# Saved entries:
---

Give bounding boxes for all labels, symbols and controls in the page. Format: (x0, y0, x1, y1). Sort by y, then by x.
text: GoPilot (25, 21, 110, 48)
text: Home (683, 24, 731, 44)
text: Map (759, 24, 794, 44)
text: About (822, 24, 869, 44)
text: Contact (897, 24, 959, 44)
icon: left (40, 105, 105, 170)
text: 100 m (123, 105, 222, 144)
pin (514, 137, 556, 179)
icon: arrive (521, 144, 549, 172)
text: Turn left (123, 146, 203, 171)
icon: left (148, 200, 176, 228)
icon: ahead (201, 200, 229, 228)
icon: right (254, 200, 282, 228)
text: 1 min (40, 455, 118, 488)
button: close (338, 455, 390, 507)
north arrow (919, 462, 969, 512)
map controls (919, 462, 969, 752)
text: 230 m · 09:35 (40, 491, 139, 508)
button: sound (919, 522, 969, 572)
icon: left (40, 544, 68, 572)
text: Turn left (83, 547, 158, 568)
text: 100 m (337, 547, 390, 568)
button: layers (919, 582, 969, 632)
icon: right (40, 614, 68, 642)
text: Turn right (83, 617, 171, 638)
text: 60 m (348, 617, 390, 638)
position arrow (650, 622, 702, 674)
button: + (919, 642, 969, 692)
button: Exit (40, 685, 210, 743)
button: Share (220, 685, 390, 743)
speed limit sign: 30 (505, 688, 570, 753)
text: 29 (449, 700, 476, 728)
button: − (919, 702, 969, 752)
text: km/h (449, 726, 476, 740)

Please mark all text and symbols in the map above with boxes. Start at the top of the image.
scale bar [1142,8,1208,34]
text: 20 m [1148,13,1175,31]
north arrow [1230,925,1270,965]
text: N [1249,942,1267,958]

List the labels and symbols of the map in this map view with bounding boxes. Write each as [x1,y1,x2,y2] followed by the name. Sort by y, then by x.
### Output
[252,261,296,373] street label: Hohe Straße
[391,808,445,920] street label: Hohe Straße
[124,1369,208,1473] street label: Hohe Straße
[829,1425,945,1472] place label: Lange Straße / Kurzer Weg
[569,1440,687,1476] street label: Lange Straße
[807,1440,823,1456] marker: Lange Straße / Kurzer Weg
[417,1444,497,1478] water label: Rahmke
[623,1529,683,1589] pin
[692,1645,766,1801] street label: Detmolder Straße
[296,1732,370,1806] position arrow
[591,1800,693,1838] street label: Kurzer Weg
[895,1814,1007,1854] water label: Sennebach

---

# Task requirements:
Each line from the one that holds "Please mark all" to the end of the records above should be transcribed exactly, both ends included.

# Task response:
Please mark all text and symbols in the map above with boxes. Start at the top of the image.
scale bar [1142,8,1208,34]
text: 20 m [1148,13,1175,31]
north arrow [1230,925,1270,965]
text: N [1249,942,1267,958]

List the labels and symbols of the map in this map view with bounding boxes. Write each as [x1,y1,x2,y2] followed by the name. Sort by y, then by x.
### Output
[252,261,296,373] street label: Hohe Straße
[391,808,445,920] street label: Hohe Straße
[124,1369,208,1473] street label: Hohe Straße
[829,1425,945,1472] place label: Lange Straße / Kurzer Weg
[569,1440,687,1476] street label: Lange Straße
[807,1440,823,1456] marker: Lange Straße / Kurzer Weg
[417,1444,497,1478] water label: Rahmke
[623,1529,683,1589] pin
[692,1645,766,1801] street label: Detmolder Straße
[296,1732,370,1806] position arrow
[591,1800,693,1838] street label: Kurzer Weg
[895,1814,1007,1854] water label: Sennebach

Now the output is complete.